=== Section Start ===

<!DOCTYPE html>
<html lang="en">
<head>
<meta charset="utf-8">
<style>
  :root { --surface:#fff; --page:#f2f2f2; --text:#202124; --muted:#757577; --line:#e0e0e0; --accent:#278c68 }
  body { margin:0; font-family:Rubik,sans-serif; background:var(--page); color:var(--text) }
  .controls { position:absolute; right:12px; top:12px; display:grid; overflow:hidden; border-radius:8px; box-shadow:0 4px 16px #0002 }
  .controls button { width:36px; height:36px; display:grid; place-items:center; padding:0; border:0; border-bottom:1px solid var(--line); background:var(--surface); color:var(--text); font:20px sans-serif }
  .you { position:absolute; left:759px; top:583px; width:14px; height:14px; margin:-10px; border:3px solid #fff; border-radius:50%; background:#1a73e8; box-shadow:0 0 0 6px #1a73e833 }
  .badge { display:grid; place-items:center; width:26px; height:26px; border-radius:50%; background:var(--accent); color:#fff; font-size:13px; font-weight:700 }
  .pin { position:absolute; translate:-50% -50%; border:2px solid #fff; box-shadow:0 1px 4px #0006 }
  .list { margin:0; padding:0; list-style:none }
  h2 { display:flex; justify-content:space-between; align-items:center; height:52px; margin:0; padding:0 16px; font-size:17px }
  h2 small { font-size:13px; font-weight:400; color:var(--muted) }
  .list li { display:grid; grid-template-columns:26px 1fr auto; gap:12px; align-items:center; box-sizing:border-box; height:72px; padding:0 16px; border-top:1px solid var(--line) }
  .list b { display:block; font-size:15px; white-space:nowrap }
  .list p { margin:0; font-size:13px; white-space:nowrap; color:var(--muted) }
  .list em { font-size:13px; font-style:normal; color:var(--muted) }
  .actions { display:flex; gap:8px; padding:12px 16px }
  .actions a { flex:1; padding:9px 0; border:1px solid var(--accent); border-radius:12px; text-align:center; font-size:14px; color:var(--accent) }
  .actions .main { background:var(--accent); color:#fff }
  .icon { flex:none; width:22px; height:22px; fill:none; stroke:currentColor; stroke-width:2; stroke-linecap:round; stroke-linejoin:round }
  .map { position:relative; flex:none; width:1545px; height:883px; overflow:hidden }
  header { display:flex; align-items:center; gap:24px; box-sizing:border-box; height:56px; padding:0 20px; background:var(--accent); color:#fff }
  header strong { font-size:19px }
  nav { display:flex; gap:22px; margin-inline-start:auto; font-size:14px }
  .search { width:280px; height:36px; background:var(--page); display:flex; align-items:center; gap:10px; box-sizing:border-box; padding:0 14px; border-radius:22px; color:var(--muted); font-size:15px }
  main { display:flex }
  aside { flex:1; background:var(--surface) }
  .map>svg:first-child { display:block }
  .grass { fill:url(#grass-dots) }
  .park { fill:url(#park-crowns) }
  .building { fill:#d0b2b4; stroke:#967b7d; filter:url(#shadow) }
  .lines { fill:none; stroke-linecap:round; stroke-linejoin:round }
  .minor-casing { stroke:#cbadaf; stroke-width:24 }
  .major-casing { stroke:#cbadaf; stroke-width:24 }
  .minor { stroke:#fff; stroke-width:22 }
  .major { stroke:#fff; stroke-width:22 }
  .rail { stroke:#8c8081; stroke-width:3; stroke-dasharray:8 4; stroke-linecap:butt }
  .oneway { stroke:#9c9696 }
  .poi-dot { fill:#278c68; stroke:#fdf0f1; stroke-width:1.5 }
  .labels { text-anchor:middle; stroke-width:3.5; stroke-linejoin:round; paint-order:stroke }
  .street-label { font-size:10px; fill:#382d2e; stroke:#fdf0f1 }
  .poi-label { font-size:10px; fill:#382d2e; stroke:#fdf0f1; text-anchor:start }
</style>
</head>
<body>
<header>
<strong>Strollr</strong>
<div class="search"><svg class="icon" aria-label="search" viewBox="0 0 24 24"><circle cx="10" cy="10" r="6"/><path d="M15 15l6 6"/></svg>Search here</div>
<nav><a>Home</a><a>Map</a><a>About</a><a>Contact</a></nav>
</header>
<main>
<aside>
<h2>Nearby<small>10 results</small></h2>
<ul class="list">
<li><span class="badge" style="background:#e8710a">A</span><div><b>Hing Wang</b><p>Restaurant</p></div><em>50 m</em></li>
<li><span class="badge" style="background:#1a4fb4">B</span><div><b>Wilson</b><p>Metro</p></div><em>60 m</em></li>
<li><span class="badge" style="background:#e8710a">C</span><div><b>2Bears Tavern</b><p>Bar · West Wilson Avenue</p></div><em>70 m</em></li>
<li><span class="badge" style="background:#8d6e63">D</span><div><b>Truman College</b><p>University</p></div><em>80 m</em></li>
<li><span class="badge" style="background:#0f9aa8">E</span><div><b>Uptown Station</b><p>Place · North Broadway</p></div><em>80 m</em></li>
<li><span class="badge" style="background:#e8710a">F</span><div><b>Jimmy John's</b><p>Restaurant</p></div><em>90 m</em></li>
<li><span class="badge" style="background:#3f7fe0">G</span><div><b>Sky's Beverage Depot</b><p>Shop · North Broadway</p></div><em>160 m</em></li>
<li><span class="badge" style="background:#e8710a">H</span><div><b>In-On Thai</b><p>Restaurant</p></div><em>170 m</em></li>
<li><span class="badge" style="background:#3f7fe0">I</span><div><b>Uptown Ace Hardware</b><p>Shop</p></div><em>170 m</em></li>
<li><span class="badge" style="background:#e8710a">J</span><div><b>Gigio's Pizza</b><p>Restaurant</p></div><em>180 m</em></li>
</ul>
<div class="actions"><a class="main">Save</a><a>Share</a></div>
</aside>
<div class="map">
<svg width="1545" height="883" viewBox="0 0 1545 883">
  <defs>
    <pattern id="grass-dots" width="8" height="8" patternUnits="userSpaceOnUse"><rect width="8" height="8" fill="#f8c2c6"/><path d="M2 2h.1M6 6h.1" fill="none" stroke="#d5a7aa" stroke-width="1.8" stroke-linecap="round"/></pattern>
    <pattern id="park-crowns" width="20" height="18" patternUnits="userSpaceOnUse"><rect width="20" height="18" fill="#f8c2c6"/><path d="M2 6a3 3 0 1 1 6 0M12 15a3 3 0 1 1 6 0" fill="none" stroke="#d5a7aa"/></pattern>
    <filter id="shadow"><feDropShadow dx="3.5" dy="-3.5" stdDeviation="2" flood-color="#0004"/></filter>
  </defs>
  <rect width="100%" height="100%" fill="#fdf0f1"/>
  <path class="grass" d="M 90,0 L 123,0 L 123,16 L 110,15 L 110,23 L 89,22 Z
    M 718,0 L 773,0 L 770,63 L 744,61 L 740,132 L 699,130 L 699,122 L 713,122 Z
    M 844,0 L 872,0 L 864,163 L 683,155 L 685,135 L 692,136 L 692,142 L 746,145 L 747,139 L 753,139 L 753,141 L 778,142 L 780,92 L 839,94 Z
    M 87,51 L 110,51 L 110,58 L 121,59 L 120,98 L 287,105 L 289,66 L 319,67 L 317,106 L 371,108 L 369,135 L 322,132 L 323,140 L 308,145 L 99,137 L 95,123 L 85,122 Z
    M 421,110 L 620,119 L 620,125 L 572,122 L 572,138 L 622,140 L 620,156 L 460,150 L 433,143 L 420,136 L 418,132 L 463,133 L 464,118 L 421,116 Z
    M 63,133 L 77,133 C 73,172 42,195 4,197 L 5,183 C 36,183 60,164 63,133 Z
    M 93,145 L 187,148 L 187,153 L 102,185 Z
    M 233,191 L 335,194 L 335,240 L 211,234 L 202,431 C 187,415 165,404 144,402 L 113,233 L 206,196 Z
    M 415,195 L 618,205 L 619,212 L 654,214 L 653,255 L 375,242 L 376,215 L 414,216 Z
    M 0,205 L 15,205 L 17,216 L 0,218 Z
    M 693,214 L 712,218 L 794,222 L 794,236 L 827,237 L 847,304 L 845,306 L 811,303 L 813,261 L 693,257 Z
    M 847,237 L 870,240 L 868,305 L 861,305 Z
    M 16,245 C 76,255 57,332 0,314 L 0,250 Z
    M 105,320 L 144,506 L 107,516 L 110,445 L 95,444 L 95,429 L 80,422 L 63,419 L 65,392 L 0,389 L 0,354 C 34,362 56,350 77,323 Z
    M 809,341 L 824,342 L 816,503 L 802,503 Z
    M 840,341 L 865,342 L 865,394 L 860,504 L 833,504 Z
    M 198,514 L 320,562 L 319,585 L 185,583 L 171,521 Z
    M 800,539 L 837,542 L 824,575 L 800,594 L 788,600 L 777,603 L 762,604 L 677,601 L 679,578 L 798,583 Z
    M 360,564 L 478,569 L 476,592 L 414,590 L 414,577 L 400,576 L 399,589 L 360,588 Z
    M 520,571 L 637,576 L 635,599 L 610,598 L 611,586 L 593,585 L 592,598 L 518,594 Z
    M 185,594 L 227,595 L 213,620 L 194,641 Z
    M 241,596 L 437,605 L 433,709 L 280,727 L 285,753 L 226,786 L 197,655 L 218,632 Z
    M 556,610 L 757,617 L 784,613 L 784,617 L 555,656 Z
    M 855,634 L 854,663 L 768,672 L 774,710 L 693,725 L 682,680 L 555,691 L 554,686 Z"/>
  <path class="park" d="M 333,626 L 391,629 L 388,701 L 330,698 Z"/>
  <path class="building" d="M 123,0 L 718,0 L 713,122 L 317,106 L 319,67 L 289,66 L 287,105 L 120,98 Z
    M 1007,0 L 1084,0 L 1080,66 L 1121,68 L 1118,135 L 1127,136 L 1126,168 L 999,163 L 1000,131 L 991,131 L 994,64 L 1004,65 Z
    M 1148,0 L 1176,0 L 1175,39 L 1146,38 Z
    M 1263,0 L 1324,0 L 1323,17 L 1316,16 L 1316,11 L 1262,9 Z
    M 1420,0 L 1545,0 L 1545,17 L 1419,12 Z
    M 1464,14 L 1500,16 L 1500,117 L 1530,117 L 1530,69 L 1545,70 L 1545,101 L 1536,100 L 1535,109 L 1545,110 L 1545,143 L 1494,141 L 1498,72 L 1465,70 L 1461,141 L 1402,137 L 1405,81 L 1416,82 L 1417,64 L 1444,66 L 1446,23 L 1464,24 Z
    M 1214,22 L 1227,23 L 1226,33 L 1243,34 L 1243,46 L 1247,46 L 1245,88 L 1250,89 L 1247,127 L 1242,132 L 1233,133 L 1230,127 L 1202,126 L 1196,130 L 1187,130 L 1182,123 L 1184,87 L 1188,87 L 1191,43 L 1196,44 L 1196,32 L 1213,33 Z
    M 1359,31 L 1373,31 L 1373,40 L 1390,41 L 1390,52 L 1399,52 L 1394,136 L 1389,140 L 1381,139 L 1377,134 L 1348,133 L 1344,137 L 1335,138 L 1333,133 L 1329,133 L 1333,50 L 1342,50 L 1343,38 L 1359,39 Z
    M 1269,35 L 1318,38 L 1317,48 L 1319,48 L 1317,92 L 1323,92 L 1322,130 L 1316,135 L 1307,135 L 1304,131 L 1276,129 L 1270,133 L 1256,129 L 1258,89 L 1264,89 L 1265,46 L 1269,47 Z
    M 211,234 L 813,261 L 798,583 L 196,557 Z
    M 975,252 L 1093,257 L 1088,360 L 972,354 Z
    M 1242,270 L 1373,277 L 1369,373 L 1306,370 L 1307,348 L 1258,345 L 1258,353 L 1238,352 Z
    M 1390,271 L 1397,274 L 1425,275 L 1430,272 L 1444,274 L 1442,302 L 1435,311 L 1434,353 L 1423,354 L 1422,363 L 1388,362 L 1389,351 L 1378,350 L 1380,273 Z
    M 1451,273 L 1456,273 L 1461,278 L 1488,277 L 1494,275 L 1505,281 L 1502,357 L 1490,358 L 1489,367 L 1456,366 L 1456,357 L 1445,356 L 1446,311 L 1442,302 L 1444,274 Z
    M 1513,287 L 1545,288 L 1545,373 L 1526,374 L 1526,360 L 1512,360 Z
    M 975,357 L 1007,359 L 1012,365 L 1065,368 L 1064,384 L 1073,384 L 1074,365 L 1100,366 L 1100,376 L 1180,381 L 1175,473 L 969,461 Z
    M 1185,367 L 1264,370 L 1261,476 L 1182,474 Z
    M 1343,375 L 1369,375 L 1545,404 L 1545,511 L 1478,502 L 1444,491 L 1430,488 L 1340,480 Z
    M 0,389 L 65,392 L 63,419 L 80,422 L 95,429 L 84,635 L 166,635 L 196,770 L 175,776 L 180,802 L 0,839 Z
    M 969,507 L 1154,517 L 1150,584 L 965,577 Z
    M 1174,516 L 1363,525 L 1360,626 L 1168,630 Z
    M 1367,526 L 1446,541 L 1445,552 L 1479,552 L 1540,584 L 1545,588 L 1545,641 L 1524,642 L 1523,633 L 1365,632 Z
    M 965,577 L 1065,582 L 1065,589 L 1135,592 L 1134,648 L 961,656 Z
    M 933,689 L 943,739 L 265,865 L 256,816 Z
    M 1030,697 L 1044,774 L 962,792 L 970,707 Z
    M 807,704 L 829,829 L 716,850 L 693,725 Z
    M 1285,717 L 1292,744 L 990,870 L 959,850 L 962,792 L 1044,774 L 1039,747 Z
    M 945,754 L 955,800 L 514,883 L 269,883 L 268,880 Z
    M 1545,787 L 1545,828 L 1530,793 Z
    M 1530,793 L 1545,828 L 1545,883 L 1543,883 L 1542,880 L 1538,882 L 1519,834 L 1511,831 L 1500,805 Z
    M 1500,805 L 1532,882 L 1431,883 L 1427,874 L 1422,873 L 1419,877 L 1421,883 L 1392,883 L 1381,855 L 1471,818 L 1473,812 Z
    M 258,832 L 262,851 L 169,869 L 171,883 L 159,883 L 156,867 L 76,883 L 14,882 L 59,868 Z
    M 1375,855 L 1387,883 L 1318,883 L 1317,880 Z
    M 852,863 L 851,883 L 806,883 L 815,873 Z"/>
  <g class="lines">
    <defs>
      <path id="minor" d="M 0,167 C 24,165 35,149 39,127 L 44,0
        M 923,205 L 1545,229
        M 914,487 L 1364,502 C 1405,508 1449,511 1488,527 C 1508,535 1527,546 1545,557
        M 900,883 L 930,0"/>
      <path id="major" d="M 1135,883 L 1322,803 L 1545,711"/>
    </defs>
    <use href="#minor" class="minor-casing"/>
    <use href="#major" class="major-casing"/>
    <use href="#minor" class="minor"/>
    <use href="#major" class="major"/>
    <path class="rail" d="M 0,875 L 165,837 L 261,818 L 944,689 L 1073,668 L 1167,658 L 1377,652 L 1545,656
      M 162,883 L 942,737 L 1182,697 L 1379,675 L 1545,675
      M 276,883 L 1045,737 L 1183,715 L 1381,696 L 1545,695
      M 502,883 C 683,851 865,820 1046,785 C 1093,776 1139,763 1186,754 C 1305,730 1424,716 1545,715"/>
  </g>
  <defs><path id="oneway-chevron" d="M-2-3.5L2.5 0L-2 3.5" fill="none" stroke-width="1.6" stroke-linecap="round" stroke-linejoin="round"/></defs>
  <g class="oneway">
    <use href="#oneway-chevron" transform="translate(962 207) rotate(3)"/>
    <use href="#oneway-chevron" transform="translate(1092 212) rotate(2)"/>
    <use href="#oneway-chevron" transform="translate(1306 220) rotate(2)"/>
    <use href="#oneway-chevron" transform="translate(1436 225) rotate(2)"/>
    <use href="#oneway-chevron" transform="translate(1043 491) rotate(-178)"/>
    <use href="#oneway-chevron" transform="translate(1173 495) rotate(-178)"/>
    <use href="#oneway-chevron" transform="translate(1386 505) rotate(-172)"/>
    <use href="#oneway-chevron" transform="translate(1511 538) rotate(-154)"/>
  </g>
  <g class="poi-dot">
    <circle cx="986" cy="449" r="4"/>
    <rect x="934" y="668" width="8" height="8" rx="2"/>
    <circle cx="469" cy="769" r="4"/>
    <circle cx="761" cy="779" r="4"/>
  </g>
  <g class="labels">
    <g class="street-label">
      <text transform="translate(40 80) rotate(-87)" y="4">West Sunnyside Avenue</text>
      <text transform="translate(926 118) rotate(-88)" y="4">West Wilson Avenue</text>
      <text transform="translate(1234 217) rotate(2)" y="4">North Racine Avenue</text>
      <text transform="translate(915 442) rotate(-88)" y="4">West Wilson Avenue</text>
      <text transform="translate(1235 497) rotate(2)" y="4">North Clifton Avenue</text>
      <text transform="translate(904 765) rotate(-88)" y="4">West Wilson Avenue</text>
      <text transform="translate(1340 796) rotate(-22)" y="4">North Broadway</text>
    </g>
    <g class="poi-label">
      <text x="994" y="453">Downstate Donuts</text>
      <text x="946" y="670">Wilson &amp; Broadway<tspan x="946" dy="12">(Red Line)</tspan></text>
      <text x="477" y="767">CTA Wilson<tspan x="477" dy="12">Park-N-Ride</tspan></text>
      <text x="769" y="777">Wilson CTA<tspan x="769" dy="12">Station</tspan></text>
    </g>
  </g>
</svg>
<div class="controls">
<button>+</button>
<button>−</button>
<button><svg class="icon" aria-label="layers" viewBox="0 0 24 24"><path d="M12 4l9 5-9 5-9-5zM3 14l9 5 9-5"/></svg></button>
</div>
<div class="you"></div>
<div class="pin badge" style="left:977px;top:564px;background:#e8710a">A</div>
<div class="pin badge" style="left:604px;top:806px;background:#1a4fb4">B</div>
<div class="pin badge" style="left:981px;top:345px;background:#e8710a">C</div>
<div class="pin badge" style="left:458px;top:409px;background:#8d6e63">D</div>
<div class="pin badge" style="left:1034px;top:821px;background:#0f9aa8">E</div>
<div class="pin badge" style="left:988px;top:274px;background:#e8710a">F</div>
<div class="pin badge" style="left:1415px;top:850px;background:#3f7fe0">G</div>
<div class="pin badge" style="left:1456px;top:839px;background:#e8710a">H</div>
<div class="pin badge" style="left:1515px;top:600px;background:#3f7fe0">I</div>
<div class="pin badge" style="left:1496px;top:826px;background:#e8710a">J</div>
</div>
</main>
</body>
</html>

=== Section End ===

**Work to complete**. Among the entries above, how many lines include the word "tspan"? Reply with the number only.

**Output for this task**. 3